Berbahagialah karena hidup yang telah selesai ini, akan dan baru saja kita memulainya. Menyebabkan segala akhirnya akan sangat bergantung pada pilihan kita untuk mengarahkannya kepada kecenderungan yang mana. Namun bagaimana kita menjalaninya akan sangat bergantung pula pada bagaimana cara kita memahami kehidupan ini. Sudah semestinya kita menaruh perhatian pada apa saja yang menumbuhkan pemahaman terhadapnya. Bahkan perubahan sekecil apapun dalam hidup ini adalah berkat rahmat dari_Nya. Maka menghamba, beribadah, menTauhidkan_Nya, berdoa, bersimpu, memohon pada_Nya merupakan sebuah keniscayaan kita sebagai makhluk yang tidak memliki daya dan upaya sedikitpun. Karena sekali lagi ikhtiar kita sekalipun adalah rezeki yang berasal dari Kemurahan, Keadilan, serta Kasih dan Sayang_Nya.

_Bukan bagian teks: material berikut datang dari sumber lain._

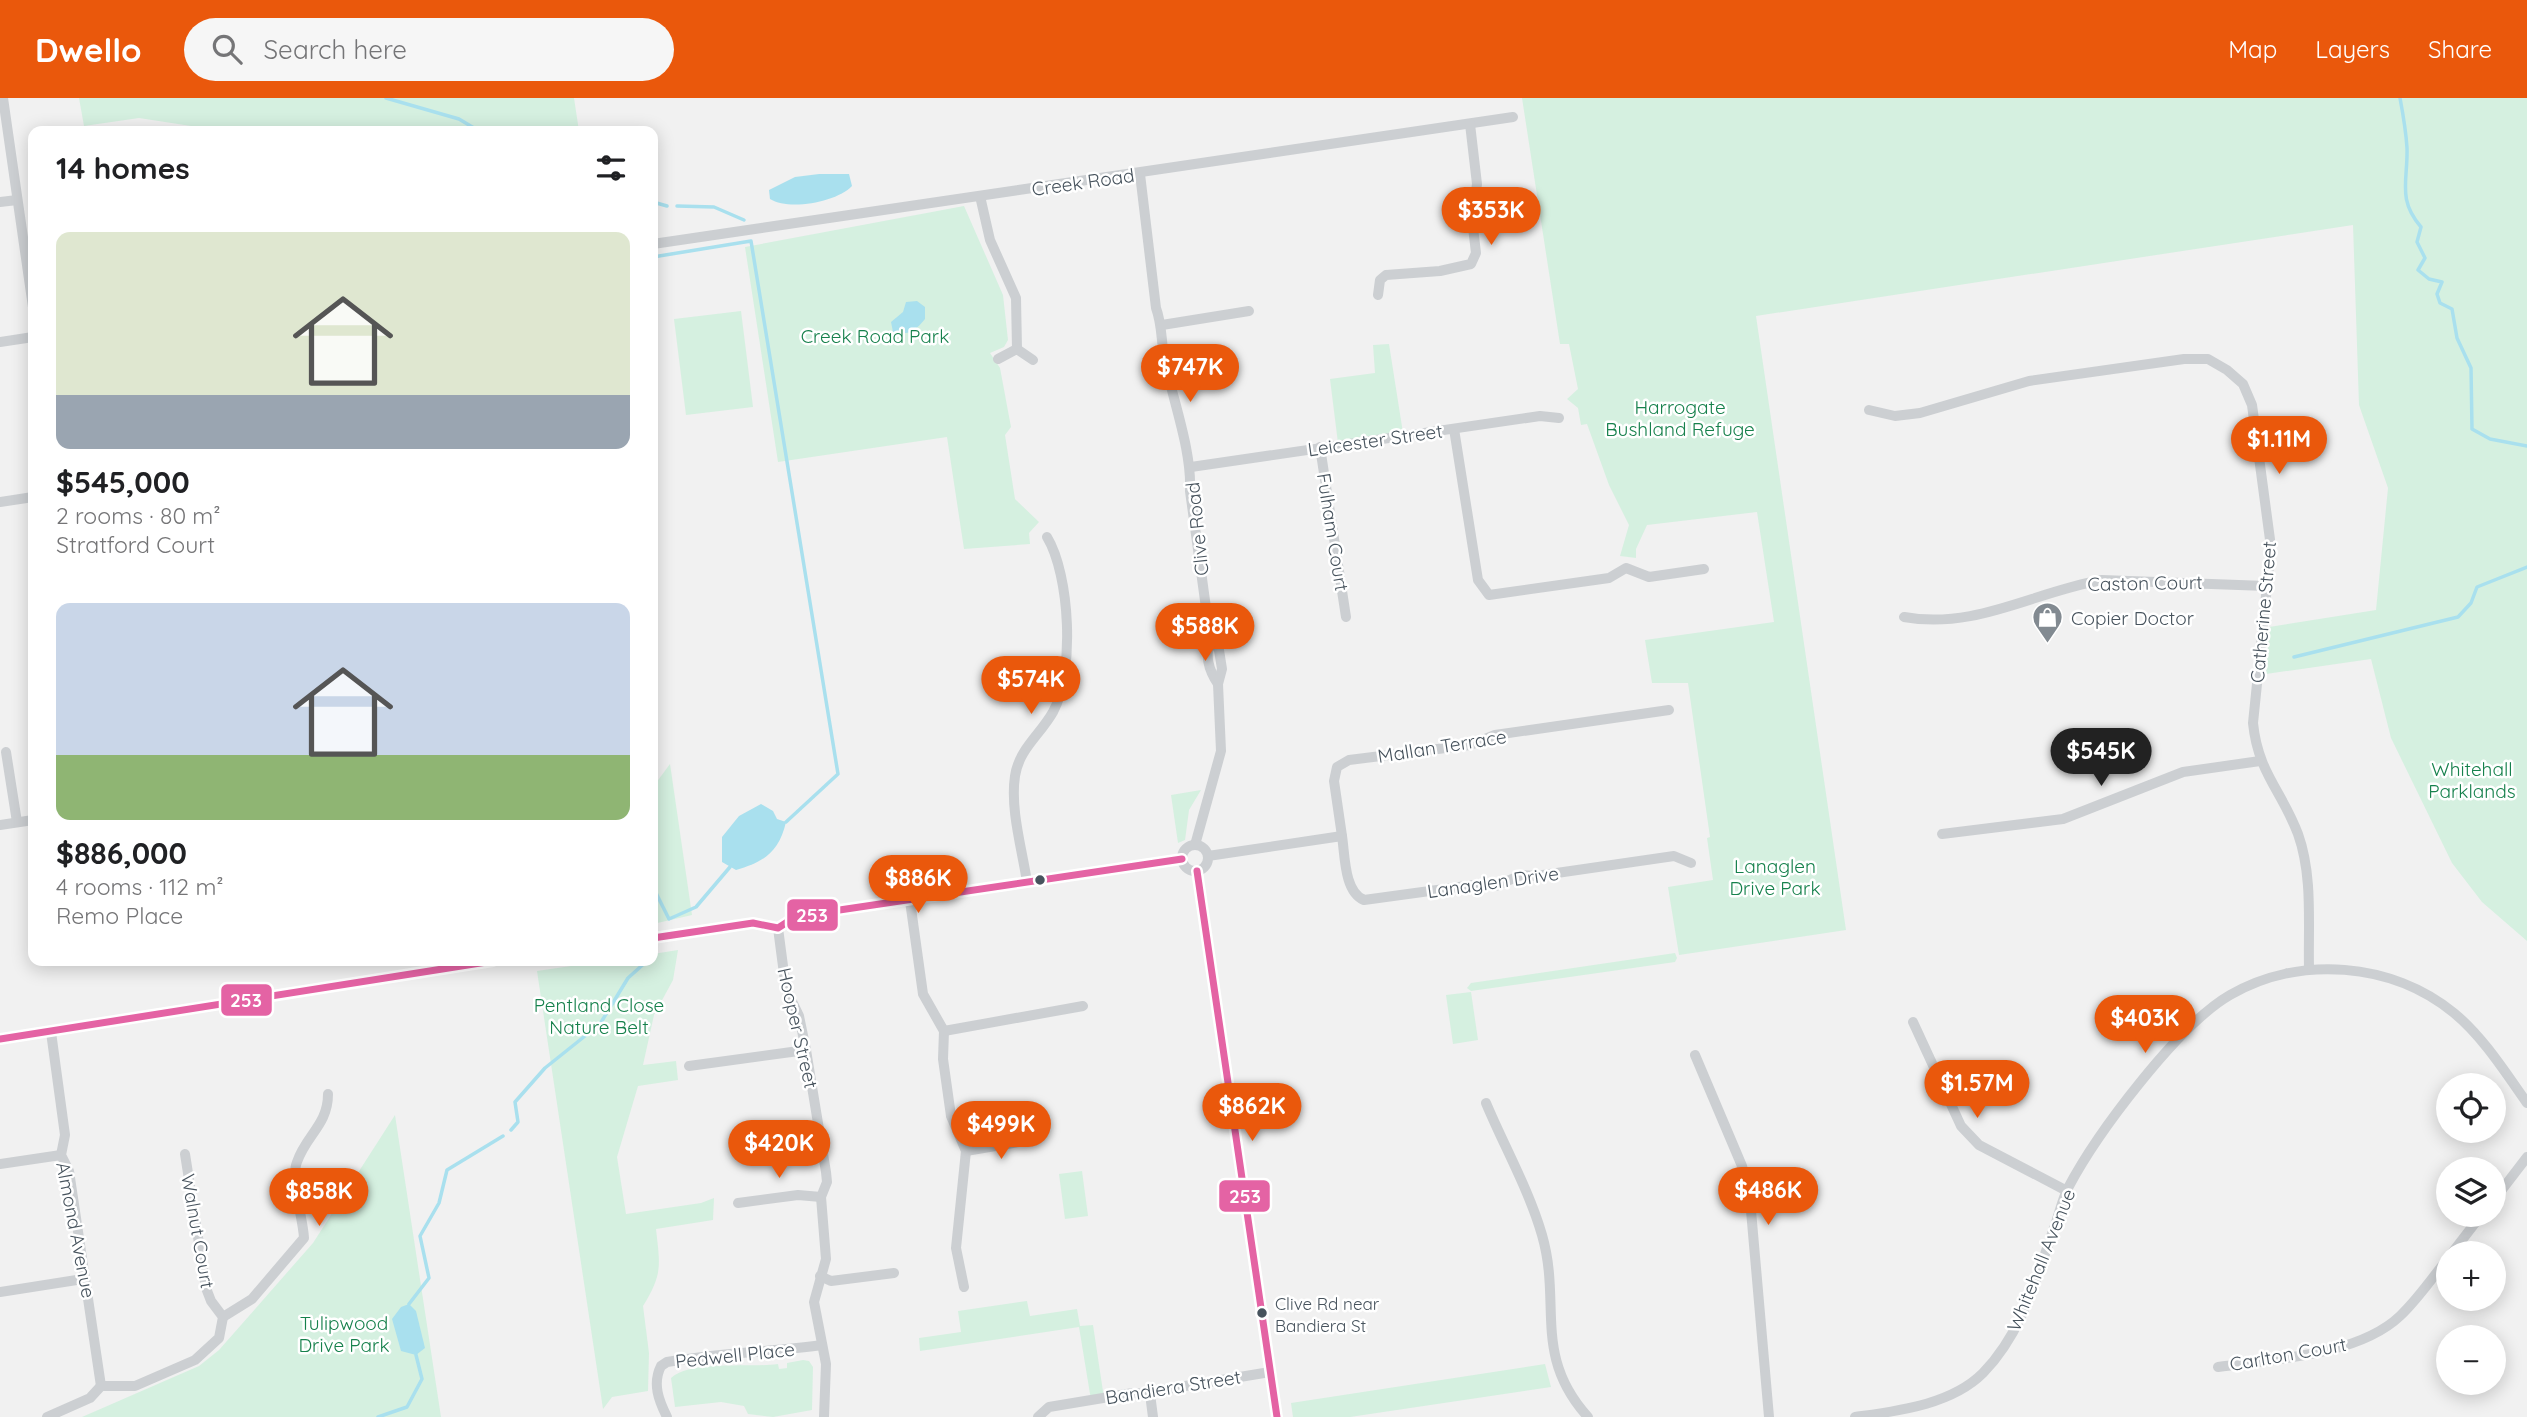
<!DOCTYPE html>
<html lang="en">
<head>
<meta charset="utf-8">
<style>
	:root { --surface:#fff; --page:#f6f6f6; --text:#202124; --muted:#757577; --accent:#ea580c }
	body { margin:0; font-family:Quicksand,sans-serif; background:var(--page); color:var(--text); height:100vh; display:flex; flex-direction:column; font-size:26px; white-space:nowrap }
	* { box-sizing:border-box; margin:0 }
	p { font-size:23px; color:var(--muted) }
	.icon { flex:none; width:38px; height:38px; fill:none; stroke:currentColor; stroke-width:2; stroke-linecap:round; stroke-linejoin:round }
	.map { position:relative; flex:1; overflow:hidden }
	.sheet { position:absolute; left:28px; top:28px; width:630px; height:840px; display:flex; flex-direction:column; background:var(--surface); border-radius:14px; box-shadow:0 4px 18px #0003 }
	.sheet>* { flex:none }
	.fabs { position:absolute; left:2436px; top:975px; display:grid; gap:14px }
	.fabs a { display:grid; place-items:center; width:70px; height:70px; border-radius:50%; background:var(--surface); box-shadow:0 4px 18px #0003; font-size:35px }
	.price { position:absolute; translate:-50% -60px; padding:0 16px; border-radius:24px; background:var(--accent); color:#fff; font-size:23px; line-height:46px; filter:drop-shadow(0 2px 4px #0008) }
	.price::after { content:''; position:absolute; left:50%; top:42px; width:21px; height:16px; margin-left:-10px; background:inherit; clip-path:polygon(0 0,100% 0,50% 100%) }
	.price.active { background:#222; color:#fff }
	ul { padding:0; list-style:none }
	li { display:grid; align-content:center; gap:14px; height:371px; padding:0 28px }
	li span { display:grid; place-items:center; height:217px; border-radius:14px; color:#555 }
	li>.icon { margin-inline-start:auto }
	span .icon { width:126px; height:126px; fill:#fffc; stroke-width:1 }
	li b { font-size:30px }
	h2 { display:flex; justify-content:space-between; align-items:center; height:84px; padding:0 28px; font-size:30px }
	header { display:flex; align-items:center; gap:42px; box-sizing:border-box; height:98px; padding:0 35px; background:var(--accent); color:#fff }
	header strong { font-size:33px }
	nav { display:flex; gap:38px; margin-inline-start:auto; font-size:24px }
	.search { width:490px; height:63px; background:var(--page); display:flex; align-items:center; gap:18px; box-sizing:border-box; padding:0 24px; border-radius:38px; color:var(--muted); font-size:26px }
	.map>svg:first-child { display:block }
</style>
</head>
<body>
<header>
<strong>Dwello</strong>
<div class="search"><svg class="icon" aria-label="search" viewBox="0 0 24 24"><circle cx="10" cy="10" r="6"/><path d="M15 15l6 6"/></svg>Search here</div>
<nav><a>Map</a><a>Layers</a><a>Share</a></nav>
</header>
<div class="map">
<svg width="2527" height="1319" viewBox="0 0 2527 1319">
	<rect width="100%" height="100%" fill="#f1f1f1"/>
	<!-- green -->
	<g fill="#d5f0e0">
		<polygon points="79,0 574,0 579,33 204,33 204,30 139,20 84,28"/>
		<polygon points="1522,0 2527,0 2527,843 2482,804 2452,765 2391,640 2371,561 2266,576 2269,529 2376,512 2388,390 2359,307 2353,127 1756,218 1846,832 1679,857 1668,789 1713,782 1707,740 1710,739 1688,585 1652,585 1645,542 1774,524 1757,414 1647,427 1636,451 1636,460 1620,458 1629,427 1609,387 1587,326 1581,327 1578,310 1567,301 1578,291 1569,246 1560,246"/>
		<polygon points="964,108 1003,197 1008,242 1004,249 990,255 1000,270 1011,329 1005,337 1015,401 1039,424 1029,435 1030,446 964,451 947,339 778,364 745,149"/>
		<polygon points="741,213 753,309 686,317 674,221"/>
		<polygon points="1389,246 1403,335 1338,345 1330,281 1375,275 1373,247"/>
		<polygon points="670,666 692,817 653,826 653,689"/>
		<polygon points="1201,692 1189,712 1185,742 1178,745 1171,697"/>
		<path d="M678 852 673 882 654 917 643 967 676 963 678 982 638 988 617 1059 626 1116 701 1105 714 1100 713 1122 656 1131C660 1167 663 1176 643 1208L649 1255 648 1293 612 1299 603 1311 537 873 605 863H653V856Z"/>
		<polygon points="1675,855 1677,860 1675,864 1471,893 1467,890 1471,885"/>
		<polygon points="1471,894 1478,942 1453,946 1446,897"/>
		<polygon points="395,1017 441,1319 82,1319 199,1268 219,1252 313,1145"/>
		<polygon points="1082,1073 1088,1118 1065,1121 1059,1076"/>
		<polygon points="1027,1203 1030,1218 1077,1211 1080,1228 1093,1227 1104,1300 1091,1302 1079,1229 920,1253 919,1240 961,1234 958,1213"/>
		<path d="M803 1262 809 1263 813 1269 812 1312 773 1319 748 1316 744 1308 721 1304 675 1309 671 1280C691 1262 751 1270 778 1266L779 1271 787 1270V1265Z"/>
		<polygon points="1545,1266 1551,1289 1350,1319 1293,1319 1291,1305"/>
	</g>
	<!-- water -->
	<g fill="#a9e0ee">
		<path d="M819 76H849L852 88C837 104 789 113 770 101L769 92 795 79Z"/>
		<path d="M917 203 925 209V221C915 233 909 238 893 234L891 224 903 214 906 204Z"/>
		<path d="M761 706 773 713 777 721 786 724C779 754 764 764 736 772L722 764V739L739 718Z"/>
		<polygon points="409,1206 416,1213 425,1250 416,1257 401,1253 392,1221 401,1209"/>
	</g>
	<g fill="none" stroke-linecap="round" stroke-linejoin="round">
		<!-- stream -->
		<g stroke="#a9e0ee" stroke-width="3.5">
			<polyline points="386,0 459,21 479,33"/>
			<path d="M2400 0C2403 16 2406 33 2407 50 2408 83 2397 101 2421 129L2417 144 2425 160 2418 172 2429 181 2442 184 2437 196 2440 205 2452 211 2457 240 2471 270 2472 331 2490 341 2527 348"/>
			<polyline points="653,104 667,108"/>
			<polyline points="677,108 714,109 744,122"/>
			<polyline points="653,159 751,143 838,676 786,724"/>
			<polyline points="2294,559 2458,519 2471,505 2477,489 2527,469"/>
			<polyline points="653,789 669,821 696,809 730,769"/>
			<polyline points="511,1032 518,1024 515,1004 545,970 600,926 628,880 647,863"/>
			<polyline points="409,1206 429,1180 420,1138 439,1105 447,1072 503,1038"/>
			<polyline points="378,1319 407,1309 422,1281 416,1257"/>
		</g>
		<!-- street -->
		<g stroke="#cccfd2" stroke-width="10">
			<polyline points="3,0 33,209"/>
			<path d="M1140 76 1156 210C1162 226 1161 241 1164 258 1172 301 1192 351 1190 393L1210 539C1205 558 1208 571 1218 586"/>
			<polyline points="980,98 990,142 1016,200 1017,251"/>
			<polyline points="0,104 17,102"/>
			<polyline points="653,146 1513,19"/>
			<polyline points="1378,197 1380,182 1386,177 1440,173 1471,166 1476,155 1472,121 1477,86 1470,26"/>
			<polyline points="1162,227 1249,213"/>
			<polyline points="0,244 33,239"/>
			<polyline points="998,261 1017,251 1033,262"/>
			<path d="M1869 312 1895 318 1920 315 2029 283 2184 261H2208L2227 272 2243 286 2252 307 2271 449 2253 625C2258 675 2282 693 2298 736 2313 778 2308 826 2309 871"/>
			<polyline points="1454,331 1478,482 1489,497 1609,480 1626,470 1649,479 1704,471"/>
			<polyline points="1320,349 1346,519"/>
			<polyline points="1191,369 1540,318 1559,320"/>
			<polyline points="0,404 33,399"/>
			<path d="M1904 519C1975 532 2033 494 2102 482L2266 488"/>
			<polyline points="6,654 17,724"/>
			<polyline points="0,727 33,722"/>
			<polyline points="1942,736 2063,721 2183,674 2260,663"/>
			<path d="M1342 738C1345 757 1344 794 1364 802L1481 786 1496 788 1521 777 1536 778 1674 758 1691 765"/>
			<circle cx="1195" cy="760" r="13"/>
			<polyline points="1195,747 1221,653 1218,586 1222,571 1219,552 1210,539"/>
			<polyline points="1208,758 1342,738 1334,683 1337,669 1349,662 1470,647 1495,637 1669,612"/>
			<polyline points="1197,773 1277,1319"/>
			<path d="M1027 784C1022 751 1010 711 1015 678 1019 651 1040 637 1053 614 1075 574 1070 477 1047 439"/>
			<polyline points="910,803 923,896 944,933 943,961 951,1018 966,1053 956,1150 964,1189"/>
			<polyline points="778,830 786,891 799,918 806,952 826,1074 827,1084 821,1099 826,1161 814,1204 826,1266 824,1319"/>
			<polyline points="653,840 753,825 778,830 792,821 826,814 1182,761"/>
			<polyline points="1913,924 1961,1028 1979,1047 2067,1093"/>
			<polyline points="944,933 1083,908"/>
			<polyline points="51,934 65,1037 61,1057 69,1073 101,1288"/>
			<polyline points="0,941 493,863"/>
			<polyline points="1695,957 1742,1068 1750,1101 1769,1319"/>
			<polyline points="689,968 806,952"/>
			<path d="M1486 1005C1504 1048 1529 1092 1542 1137 1562 1206 1532 1257 1588 1319"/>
			<polyline points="966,1053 1031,1042"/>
			<polyline points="0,1066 61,1057"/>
			<polyline points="2494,1102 2527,1059"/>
			<polyline points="738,1105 798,1097 821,1099"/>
			<polyline points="2452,1155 2482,1116"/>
			<polyline points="820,1178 831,1183 894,1175"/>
			<polyline points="0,1194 83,1181"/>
			<path d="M223 1219 252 1201 304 1140C303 1119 290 1082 297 1064 306 1037 328 1027 328 996"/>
			<path d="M2218 1269C2273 1261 2358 1258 2400 1218 2418 1201 2433 1179 2448 1160"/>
			<polyline points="101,1288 135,1288 195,1262 219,1240 223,1219 211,1203 206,1190 185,1056"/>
			<polyline points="1150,1296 1153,1319"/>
			<polyline points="47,1319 90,1300 101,1288"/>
			<path d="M667 1319C659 1303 652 1286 661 1268L667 1264C719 1255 770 1254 822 1247"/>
			<polyline points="1038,1319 1049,1309 1133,1295 1150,1296 1167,1291 1270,1274"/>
			<path d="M1855 1319C1897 1313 1951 1307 1983 1275 2022 1235 2036 1181 2054 1130 2059 1117 2062 1102 2068 1090 2097 1035 2178 927 2230 897 2299 857 2392 864 2454 915 2483 939 2505 974 2527 1005"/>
		</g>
		<defs>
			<g id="bus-1">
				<polyline points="1197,773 1277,1319"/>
				<polyline points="653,840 753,825 778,830 792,821 826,814 1182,761"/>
				<polyline points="0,941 493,863"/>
			</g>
		</defs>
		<!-- bus-1 casing -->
		<use href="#bus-1" stroke="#fff" stroke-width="12"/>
		<!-- bus-1 -->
		<use href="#bus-1" stroke="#e463a4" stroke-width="7"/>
	</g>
	<!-- icons -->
	<defs>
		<symbol id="shop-pin" viewBox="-11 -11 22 30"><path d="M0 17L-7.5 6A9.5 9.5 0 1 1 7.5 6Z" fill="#828a91" stroke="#fff"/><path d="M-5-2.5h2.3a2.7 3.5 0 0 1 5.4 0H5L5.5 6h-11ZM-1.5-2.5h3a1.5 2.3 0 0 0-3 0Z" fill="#fff"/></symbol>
	</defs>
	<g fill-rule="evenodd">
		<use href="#shop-pin" x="2030" y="502" width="35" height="47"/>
	</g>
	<!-- markers -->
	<g fill="#47535d" stroke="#fff" stroke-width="2.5">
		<circle cx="1040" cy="782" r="6"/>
		<circle cx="1262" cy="1215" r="6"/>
	</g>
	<g text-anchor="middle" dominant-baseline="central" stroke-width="5" stroke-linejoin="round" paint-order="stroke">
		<!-- bus labels -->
		<g font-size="17" fill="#47535d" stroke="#fff" text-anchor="start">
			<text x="1275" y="1205">Clive Rd near<tspan x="1275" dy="22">Bandiera St</tspan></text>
		</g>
		<!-- street labels -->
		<g font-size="19" fill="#47535d" stroke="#fff">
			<text transform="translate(1083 84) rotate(-8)">Creek Road</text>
			<text transform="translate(1375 342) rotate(-8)">Leicester Street</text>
			<text transform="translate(1197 431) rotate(-96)">Clive Road</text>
			<text transform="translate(1333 434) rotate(81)">Fulham Court</text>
			<text transform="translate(2145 485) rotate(-1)">Caston Court</text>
			<text transform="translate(2263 514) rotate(-85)">Catherine Street</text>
			<text transform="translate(1442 648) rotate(-9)">Mallan Terrace</text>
			<text transform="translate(1493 784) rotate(-8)">Lanaglen Drive</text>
			<text transform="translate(798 930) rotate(77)">Hooper Street</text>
			<text transform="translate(76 1132) rotate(79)">Almond Avenue</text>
			<text transform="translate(198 1133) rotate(80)">Walnut Court</text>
			<text transform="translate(2041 1162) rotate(-68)">Whitehall Avenue</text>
			<text transform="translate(2288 1256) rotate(-10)">Carlton Court</text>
			<text transform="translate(735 1257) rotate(-6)">Pedwell Place</text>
			<text transform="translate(1173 1289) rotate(-9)">Bandiera Street</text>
		</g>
		<!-- park labels -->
		<g font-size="19" fill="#16814c" stroke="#fff">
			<text x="875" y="238">Creek Road Park</text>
			<text x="1680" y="309">Harrogate<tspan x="1680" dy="22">Bushland Refuge</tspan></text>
			<text x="2472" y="671">Whitehall<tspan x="2472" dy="22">Parklands</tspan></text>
			<text x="1775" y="768">Lanaglen<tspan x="1775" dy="22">Drive Park</tspan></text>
			<text x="599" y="907">Pentland Close<tspan x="599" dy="22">Nature Belt</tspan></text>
			<text x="344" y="1225">Tulipwood<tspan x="344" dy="22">Drive Park</tspan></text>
		</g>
		<!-- poi labels -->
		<g font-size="19" fill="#47535d" stroke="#fff" text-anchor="start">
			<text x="2071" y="520">Copier Doctor</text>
		</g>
	</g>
	<g stroke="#fff" stroke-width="2.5">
		<rect x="786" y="800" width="53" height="34" rx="7" fill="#e463a4"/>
		<rect x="220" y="885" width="53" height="34" rx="7" fill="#e463a4"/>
		<rect x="1218" y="1081" width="53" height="34" rx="7" fill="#e463a4"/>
	</g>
	<g font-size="19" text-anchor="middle" font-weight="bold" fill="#fff">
		<text x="812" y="824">253</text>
		<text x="246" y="909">253</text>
		<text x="1245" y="1105">253</text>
	</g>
</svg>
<div class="fabs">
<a><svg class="icon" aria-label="locate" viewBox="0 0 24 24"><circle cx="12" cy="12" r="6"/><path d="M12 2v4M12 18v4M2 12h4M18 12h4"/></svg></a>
<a><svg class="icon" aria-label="layers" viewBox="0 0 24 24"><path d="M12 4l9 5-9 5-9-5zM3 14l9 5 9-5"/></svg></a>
<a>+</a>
<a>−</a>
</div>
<b class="price" style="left:1491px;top:149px">$353K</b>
<b class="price" style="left:1190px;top:306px">$747K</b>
<b class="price" style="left:2279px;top:378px">$1.11M</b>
<b class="price" style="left:1205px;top:565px">$588K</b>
<b class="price" style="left:1031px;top:618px">$574K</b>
<b class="price active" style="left:2101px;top:690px">$545K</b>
<b class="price" style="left:918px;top:817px">$886K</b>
<b class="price" style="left:2145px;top:957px">$403K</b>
<b class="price" style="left:1977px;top:1022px">$1.57M</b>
<b class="price" style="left:1252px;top:1045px">$862K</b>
<b class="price" style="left:1001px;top:1063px">$499K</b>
<b class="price" style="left:779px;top:1082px">$420K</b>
<b class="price" style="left:1768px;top:1129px">$486K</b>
<b class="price" style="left:319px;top:1130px">$858K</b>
<section class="sheet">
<h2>14 homes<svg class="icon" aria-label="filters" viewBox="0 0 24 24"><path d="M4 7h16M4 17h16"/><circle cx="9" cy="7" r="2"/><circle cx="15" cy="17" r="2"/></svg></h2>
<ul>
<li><span style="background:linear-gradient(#dfe7d0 75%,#9aa5b1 0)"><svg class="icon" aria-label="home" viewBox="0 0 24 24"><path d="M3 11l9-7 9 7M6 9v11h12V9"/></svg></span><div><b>$545,000</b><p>2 rooms · 80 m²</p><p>Stratford Court</p></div></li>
<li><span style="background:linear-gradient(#c9d6e8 70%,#8fb573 0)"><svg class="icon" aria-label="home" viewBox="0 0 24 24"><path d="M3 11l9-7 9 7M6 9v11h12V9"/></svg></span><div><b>$886,000</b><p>4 rooms · 112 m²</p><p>Remo Place</p></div></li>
</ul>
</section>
</div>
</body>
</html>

“Dialah yang telah menciptakanmu dari tanah lalu menetapkan suatu ajal dan ‘ajal lainnya’ yang ditentukan di sisi_Nya.” (QS 6 : 2)

Berbahagialah

"Anandaku tercinta.. telah lama aku merindukanmu.. kini engkau memilih untuk terlahir, dan Tuhan telah mengabulkannya.. karena Dia Maha Pengasih lagi Maha Penyayang.. di sisi_Nya segalah ketetapan, dan ketetapan_Nya adalah keadilan_Nya.. maka jadilah anak yang optimis, bahagia, periang, dan lembut hatinya; karena Tuhan Telah, Sedang, dan Akan memberkatimu.. Aku pun akan mencintaimu.. sambut ku padamu, dengan nama 'Rumi Ali RausyanFikr' (semoga Rumi tercerahkan melalui gerbang ilmu Nabi) sebagai untaian doa yang mengiringimu sepanjang masa.. Jadilah anak bahagia.." 

Kisah Yang Lain

Baru-baru sebuah kabar gembira datang dari sahabatku. Banyak pula kabar gembira lainnya, silih berganti membanjiri hatiku. Kejutan-kejutan mistik dari masa depan. Sebuah hadiah dalam kotak yang isinya tersembunyi sekaligus juga tersingkap, sebagai rezeki yang tak henti menghujani keringnya ketakutan akan masa depan.

Dia adalah adikku terkasih, akhirnya menemukan dan ditemukan oleh seorang pemberani, yang lalu mengajaknya menyongsong masa depan dengan tanpa curiga, ketakutan, dan prasangka. Lalu wajah manisnya yang seperti biasa dengan berani pula memekarkan senyum merona manyambut panggilan itu. Pada sebuah jalan yang harapan menjadi pelitanya, kabar bahagia itu bahwa ia telah dipersunting. Begitulah jalan-jalan takdir bergerak menghantarkan kita (manusia) kepada takdir lain. Buruk, baik, atau lebih baik. Tanpa disangka-sangka, tidak sadar atau bahkan jika disadari kita berada dalam sebuah pusaran keadilan_Nya yang gaib.

"Puji Tuhan atas cinta yang telah, sedang, dan akan selalu tercurah bagi seluruh makhluk yang bergantung pada_Nya." (H.M) 


Ps: Alarm untuk mengingatkan aku pada janji yang terpatri di hati.